Up till python 3.5 'backslashreplace' is an encode only handler.
Yet there are snippets floating about implementing it for decode.
This is one of them.

import codecs
_backslashreplace_errors = codecs.backslashreplace_errors

def backslashreplace_errors(exc):
  if isinstance(exc, UnicodeDecodeError):
    tohex = lambda c: "\\x{0:02x}".format(c)
    u="".join([tohex(exc.object[c]) for c in range(exc.start,exc.end)])
    return (u, exc.end)
  return _backslashreplace_errors(exc)

codecs.register_error('backslashreplace', backslashreplace_errors)

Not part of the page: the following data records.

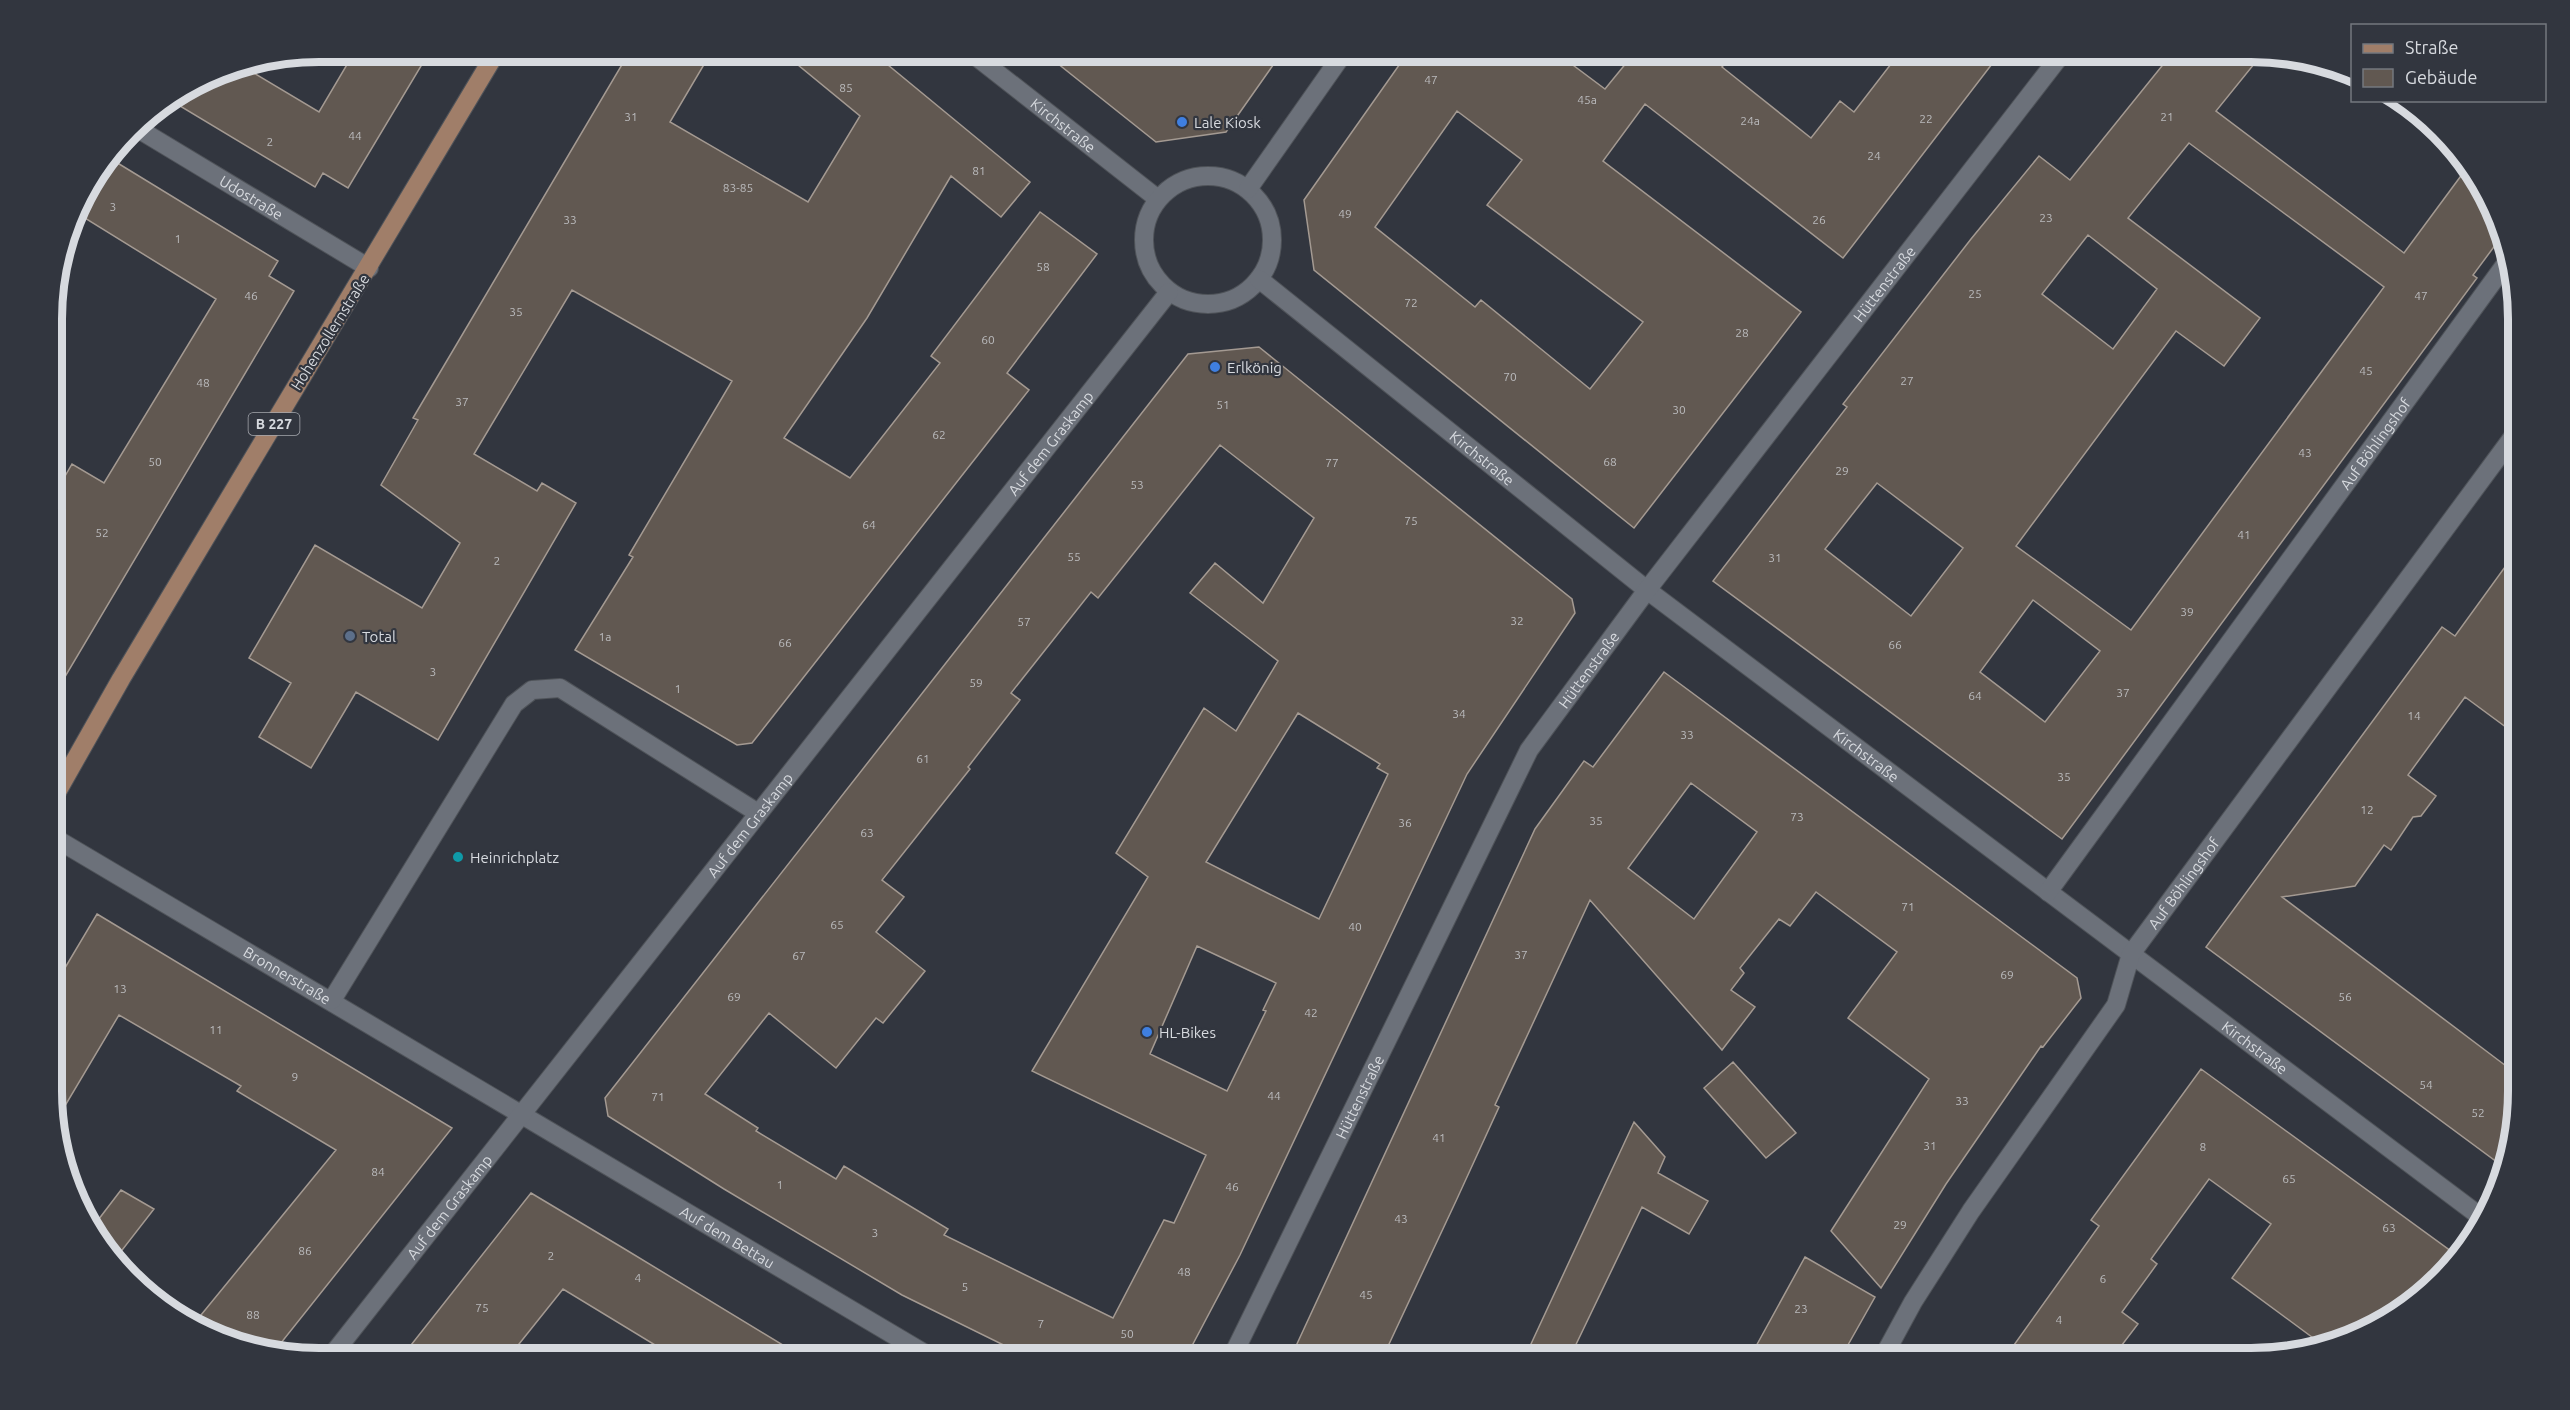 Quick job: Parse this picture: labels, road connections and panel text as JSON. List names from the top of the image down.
{
  "streets": {
    "main road": ["Hohenzollernstraße", "B 227"],
    "street": [
      "Kirchstraße",
      "Udostraße",
      "Hüttenstraße",
      "Auf dem Graskamp",
      "Auf Böhlingshof",
      "Bronnerstraße",
      "Auf dem Bettau"
    ]
  },
  "crossings": [
    ["Kirchstraße", "Hüttenstraße"],
    ["Kirchstraße", "Auf dem Graskamp"],
    ["Kirchstraße", "Auf Böhlingshof"],
    ["Udostraße", "Hohenzollernstraße"],
    ["Auf dem Graskamp", "Bronnerstraße"],
    ["Auf dem Graskamp", "Auf dem Bettau"],
    ["Bronnerstraße", "Auf dem Bettau"]
  ],
  "places": [
    "Lale Kiosk",
    "Erlkönig",
    "Total",
    "Heinrichplatz",
    "HL-Bikes"
  ],
  "house_numbers": [
    "47",
    "85",
    "45a",
    "31",
    "21",
    "22",
    "24a",
    "44",
    "2",
    "24",
    "81",
    "83-85",
    "3",
    "49",
    "23",
    "33",
    "26",
    "1",
    "58",
    "25",
    "46",
    "47",
    "72",
    "35",
    "28",
    "60",
    "45",
    "70",
    "27",
    "48",
    "37",
    "51",
    "30",
    "62",
    "43",
    "50",
    "68",
    "77",
    "29",
    "53",
    "75",
    "64",
    "52",
    "41",
    "55",
    "31",
    "2",
    "39",
    "32",
    "57",
    "1a",
    "66",
    "66",
    "3",
    "59",
    "1",
    "37",
    "64",
    "34",
    "14",
    "33",
    "61",
    "35",
    "12",
    "73",
    "35",
    "36",
    "63",
    "71",
    "65",
    "40",
    "37",
    "67",
    "69",
    "13",
    "69",
    "56",
    "42",
    "11",
    "9",
    "54",
    "44",
    "71",
    "33",
    "52",
    "41",
    "31",
    "8",
    "84",
    "65",
    "1",
    "46",
    "43",
    "29",
    "63",
    "3",
    "86",
    "2",
    "48",
    "4",
    "6",
    "5",
    "45",
    "75",
    "23",
    "88",
    "4",
    "7",
    "50"
  ],
  "legend": ["Straße", "Gebäude"]
}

Now let's take a few semi-random byte strings:
a=b"nm\xf6p\x00p"
b=b"nm\xf6p\x00pj"
c=b"nm\xf6p\x00pjk"

Now, c.decode('utf-8', 'backslashreplace') produces the expected result ('nm\\xf6p\x00pjk'), yet neither a nor b do and that happens on both amd64 and x86 (though the semi-random part differs).

For example, on x86 it's 'nm\\xf6p\x00d' and 'nm\\xf6p\x00d\x02' ("'nm\\\\xf6p\\x00\\x00'" and "'nm\\\\xf6p\\x00\\x00\\x00'" with repr).

So, am I doing something wrong or does the problem lie within python ?
Comment 1 Dirkjan Ochtman (RETIRED) gentoo-dev 2015-07-12 15:11:24 UTC
This is not a Gentoo bug. Please take your question to the Python community, as suggested elsewhere.